Overwhelmed and gasping from the intensity of it, I pulled away.

He opened his eyes, and there was humor in them.

“There’s no such thing as ‘too much’ with us,” he said, like he’d read my mind.

Unable to respond, to verify or validate, knowing that doing so would abandon everything that mattered to me, I asked instead, “Any other tattoos?”

He scanned my face, before shrugging. “Yeah. Remember that little girl I told you about? She had a birthmark under her left armpit in the shape of a crescent moon. I was drunk last year with the team and we all went to get tattoos; for some reason, I asked the artist to put a crescent moon tattoo under my armpit like hers. Don’t really know why.”
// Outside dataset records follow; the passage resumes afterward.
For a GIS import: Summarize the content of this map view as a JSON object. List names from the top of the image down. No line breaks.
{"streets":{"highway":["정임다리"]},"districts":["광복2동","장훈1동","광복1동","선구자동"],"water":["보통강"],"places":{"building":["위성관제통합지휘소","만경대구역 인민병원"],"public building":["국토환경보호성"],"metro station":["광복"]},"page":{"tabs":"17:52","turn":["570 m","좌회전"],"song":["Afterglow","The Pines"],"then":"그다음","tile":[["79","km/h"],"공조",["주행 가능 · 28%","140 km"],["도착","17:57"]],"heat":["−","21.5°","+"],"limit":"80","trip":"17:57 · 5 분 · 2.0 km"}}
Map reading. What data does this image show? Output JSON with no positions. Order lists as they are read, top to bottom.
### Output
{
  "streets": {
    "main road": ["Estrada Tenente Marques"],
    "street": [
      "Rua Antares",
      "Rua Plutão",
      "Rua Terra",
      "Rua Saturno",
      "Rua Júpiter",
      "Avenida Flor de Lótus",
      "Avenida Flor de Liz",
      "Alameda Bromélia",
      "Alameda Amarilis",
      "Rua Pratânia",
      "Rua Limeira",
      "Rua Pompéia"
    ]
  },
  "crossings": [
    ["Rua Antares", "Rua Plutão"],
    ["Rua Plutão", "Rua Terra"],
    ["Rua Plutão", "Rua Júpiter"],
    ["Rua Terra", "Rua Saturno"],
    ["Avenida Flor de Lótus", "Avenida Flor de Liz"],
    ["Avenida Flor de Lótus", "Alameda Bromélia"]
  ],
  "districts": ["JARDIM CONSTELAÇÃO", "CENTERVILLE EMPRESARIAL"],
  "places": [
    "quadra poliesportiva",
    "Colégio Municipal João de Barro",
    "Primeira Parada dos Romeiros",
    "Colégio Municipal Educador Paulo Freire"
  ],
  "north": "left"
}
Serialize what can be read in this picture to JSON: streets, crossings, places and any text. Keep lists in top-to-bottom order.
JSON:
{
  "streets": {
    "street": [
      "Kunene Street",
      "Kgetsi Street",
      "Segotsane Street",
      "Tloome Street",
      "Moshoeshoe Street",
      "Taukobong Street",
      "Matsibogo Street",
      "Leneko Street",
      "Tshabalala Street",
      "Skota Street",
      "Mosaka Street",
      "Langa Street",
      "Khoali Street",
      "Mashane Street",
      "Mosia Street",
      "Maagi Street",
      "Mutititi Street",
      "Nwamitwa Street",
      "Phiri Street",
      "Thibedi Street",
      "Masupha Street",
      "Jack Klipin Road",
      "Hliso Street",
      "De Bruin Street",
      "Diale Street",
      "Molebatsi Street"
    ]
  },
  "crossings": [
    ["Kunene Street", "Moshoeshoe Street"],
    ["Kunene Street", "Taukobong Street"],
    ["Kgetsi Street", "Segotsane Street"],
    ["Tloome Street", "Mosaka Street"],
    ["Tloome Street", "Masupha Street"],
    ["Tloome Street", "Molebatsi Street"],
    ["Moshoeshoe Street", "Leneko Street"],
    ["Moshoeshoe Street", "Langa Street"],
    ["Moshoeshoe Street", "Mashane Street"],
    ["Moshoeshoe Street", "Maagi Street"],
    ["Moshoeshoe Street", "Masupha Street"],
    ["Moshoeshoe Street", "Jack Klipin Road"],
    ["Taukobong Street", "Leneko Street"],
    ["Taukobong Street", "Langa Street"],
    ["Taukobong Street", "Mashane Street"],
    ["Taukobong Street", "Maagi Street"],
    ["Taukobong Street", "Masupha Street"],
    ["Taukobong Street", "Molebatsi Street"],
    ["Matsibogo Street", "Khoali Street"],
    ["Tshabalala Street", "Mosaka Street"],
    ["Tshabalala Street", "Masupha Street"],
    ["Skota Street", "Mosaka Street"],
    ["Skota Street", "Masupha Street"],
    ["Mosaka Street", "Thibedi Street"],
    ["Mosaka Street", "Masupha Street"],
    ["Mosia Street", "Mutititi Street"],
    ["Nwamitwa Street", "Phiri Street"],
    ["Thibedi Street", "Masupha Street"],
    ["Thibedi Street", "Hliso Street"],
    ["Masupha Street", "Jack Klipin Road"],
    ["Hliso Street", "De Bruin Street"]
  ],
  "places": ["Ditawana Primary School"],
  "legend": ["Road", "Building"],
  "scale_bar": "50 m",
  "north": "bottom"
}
He lifted his arm, showing me. It peeked out from the hair, angry and accusatory.

There was something stuck in my throat; I couldn’t breathe.

He’d gotten a tattoo of a birthmark.

My birthmark.

I’d hidden it so well, was careful not to lift my arms too high. But it never occurred to me that he remembered. That he would’ve memorialized it.

That he cared so much about that little girl—the one he claimed he hated.

The one I left behind.

“You okay?” he asked, concerned.

“Just tired,” I said.

And I was, suddenly. Bone tired. Drained and exhausted by the reminder of who we were and what really kept us apart. There was no future for us. We were both dying vines on a wall, unable to ever climb to freedom.

Isaac, unaware of my morose thoughts, pulled me into his arms, stroking my back with his free hand, and murmuring something in Spanish:

“He intentado detenerme, pero no puedo. Me estoy enamorando de ti, amor.”

I knew some Spanish, but before I could try to translate the romantic-sounding words, I was already asleep on his chest.